After setting things up with the ceiling light on, I turned off the light and played with assorted slow shutter speeds, ISO (all the way down to 100 so that I could play up the light-dark contrast and use multi-second exposures) and shining the flashlight in different directions/angles to play up the luminous, dimensional qualities of the brooch, as well as moving the light source during the long exposure to try and imply a sense of fluttering movement (I stumbled upon this effect accidentally and liked it.)

At some point in all this it dawned on me that I was being true to my One Little Word Challenge...that word being 'Light.'

I again played around in Lightroom and CS6 as before, with my vision and intent in mind, choosing a much more subtle texture - kk_storm - and finally adding a pastel rainbow Gradient Fill Adjustment Layer (14% opacity) to bring in some color and life. I loved what the matte finish did for the image, but my efforts at chalk lettering were not fruitful...some tools/settings were grayed out or didn't function. Another time maybe. No worries...Kim's prompts are always a good starting place.

Sunday, March 3, 2013


mouse over to see the original

Diligence is a very great help,
even to a mediocre intelligence.

There was lots to play with this week in our Beyond Beyond class (nicknamed 2B). Shooting from above; Kim's brand-new Cloth & Paper Collection of textures (I used Bamboo, Cameron, and MagicFilm); another preset in Lightroom; and Kim's own brand of heartfelt wisdom. I am being sufficiently challenged...and enjoying every minute of delightful diligence!

You gotta make art with what you've got around...with what's in your heart and what's on your mind. At least that's how it has always worked best for me, whatever the medium. I had to remind myself of this yet again as I tried to make something happen with this assignment. And then I slowed down, stopped worrying about what it was finally going to look like (i.e. what other people might think), and just went with my own instinct.

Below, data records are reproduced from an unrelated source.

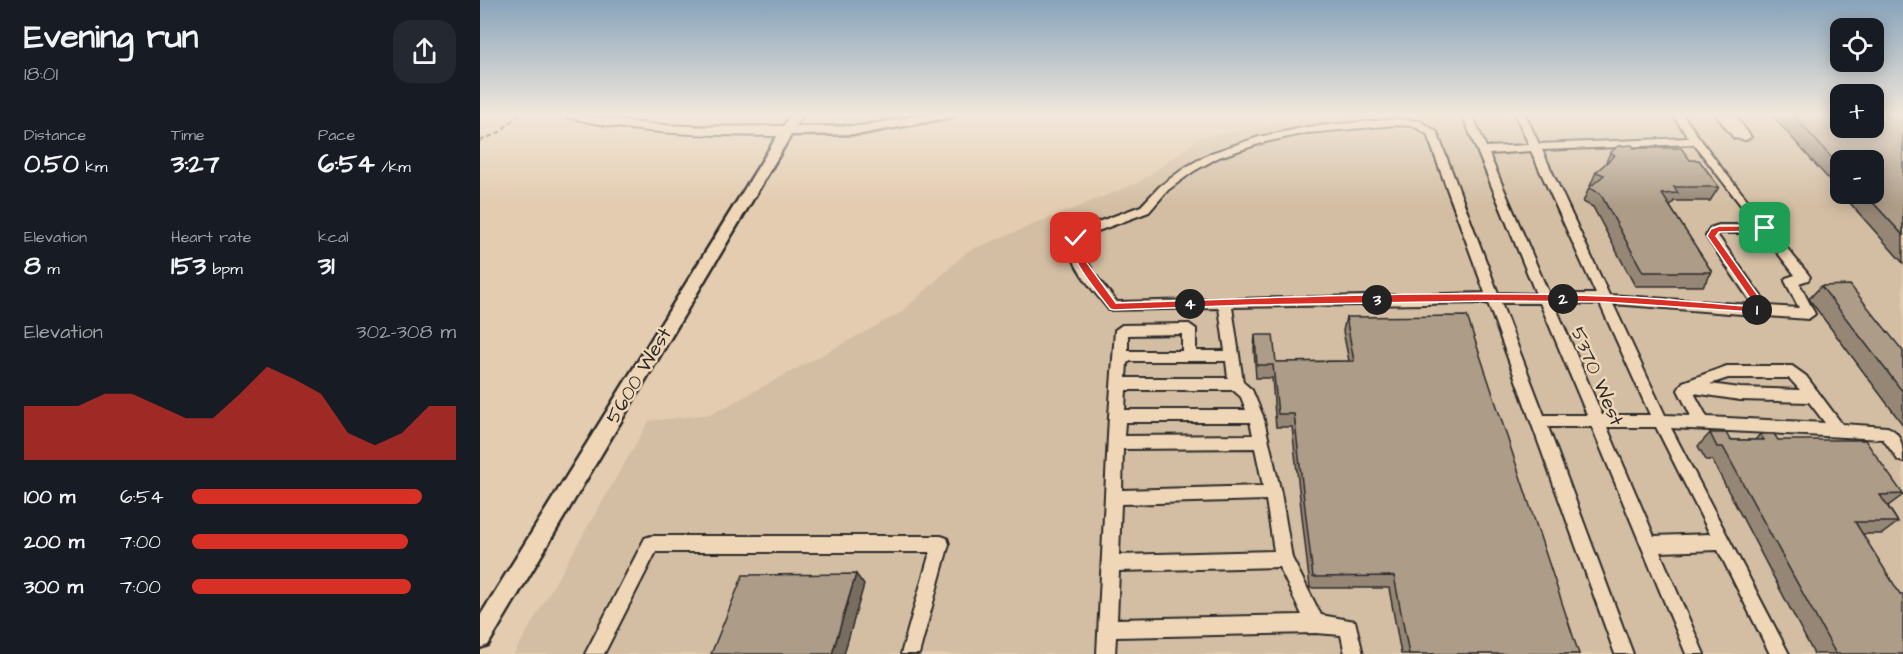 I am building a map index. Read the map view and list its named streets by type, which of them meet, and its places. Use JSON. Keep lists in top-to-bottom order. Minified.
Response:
{"streets":{"main road":["5600 West"],"street":["5370 West"]},"page":{"heading":["Evening run","18:01"],"map_buttons":["+","−"],"stats":[["Distance","0.50 km"],["Time","3:27"],["Pace","6:54 /km"],["Elevation","8 m"],["Heart rate","153 bpm"],["kcal","31"]],"pins":["2","3","4","1"],"chart":["Elevation","302–308 m"],"list":[{"name":"100 m","note":"6:54"},{"name":"200 m","note":"7:00"},{"name":"300 m","note":"7:00"}]}} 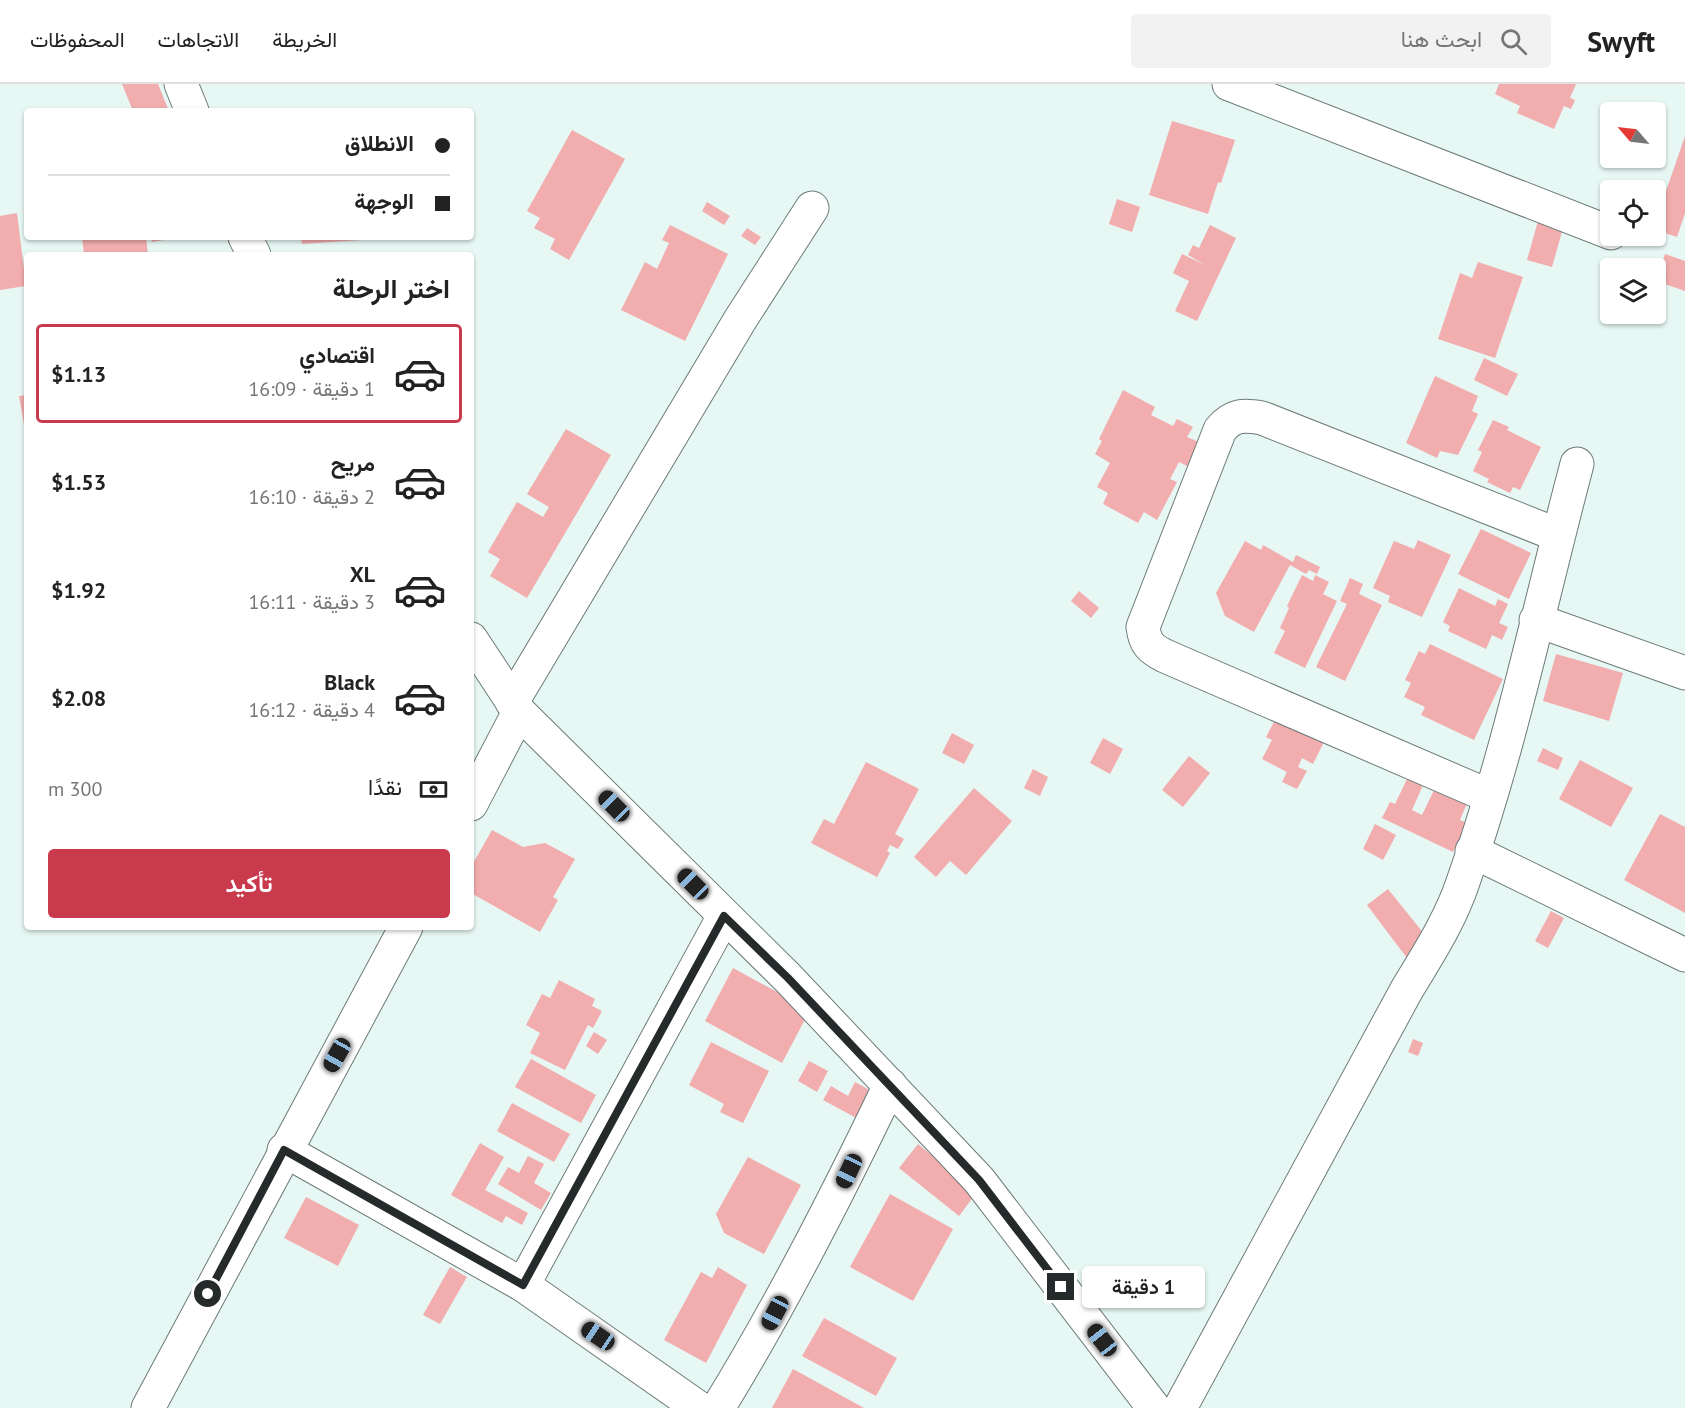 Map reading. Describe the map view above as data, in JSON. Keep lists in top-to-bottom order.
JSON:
{
  "north": "top left",
  "page": {
    "header": "Swyft",
    "search": "ابحث هنا",
    "nav": ["الخريطة", "الاتجاهات", "المحفوظات"],
    "banner": ["الانطلاق", "الوجهة"],
    "heading": "اختر الرحلة",
    "list": [
      {
        "name": "اقتصادي",
        "note": "1 دقيقة · 16:09",
        "value": "$1.13"
      },
      {
        "name": "مريح",
        "note": "2 دقيقة · 16:10",
        "value": "$1.53"
      },
      {
        "name": "XL",
        "note": "3 دقيقة · 16:11",
        "value": "$1.92"
      },
      {
        "name": "Black",
        "note": "4 دقيقة · 16:12",
        "value": "$2.08"
      }
    ],
    "pay": ["نقدًا", "300 m"],
    "buttons": "تأكيد",
    "bubble": "1 دقيقة"
  }
}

So, I dug into a box of my father's old school books, and chose three Latin primers. Young Aldo's photo was tucked in amongst them (honestly...that part was true serendipity!). I included his old typewriter, and rounded it out with some artificial greenery that provided a little "organic" contrast...and just felt right. I arranged everything on a piece of white foamcore board, got out my camera and a stepladder and the rest is history.

The precise arrangement of it all was a process that I found meditative, relaxing and oddly rewarding: achieving just the right compositional balance via the placement of elements, the amount and use of negative space, noticing every little nuanced line, shape and color. I learned this years ago by studying - and imitating - the work of British textile artist Janet Bolton. You know you're having fun when you look up at the clock and realize that it's been hours - not minutes - that you've been playing around with this stuff...and that you'd better wrap it up or you're gonna be late for work.

All the while I was remembering Dad, the diligent scholar, and his love of languages, especially Latin and Greek. As I paged through his Latin books, I remembered my own high school Latin class back in 1978, which I took just for fun my senior year. It was the best class ever. Far from a "dead" language, studying Latin helped me learn much about the roots of my own language, got me translating bits of wisdom from Cicero, Virgil, Seneca, St. Augustine.

Tell me again why we stopped teaching Latin in our schools?

I am linking up with February's Photo-Heart Connection 'cause I did most of the "work" last week. Thanks Kat for reminding me what it's all about.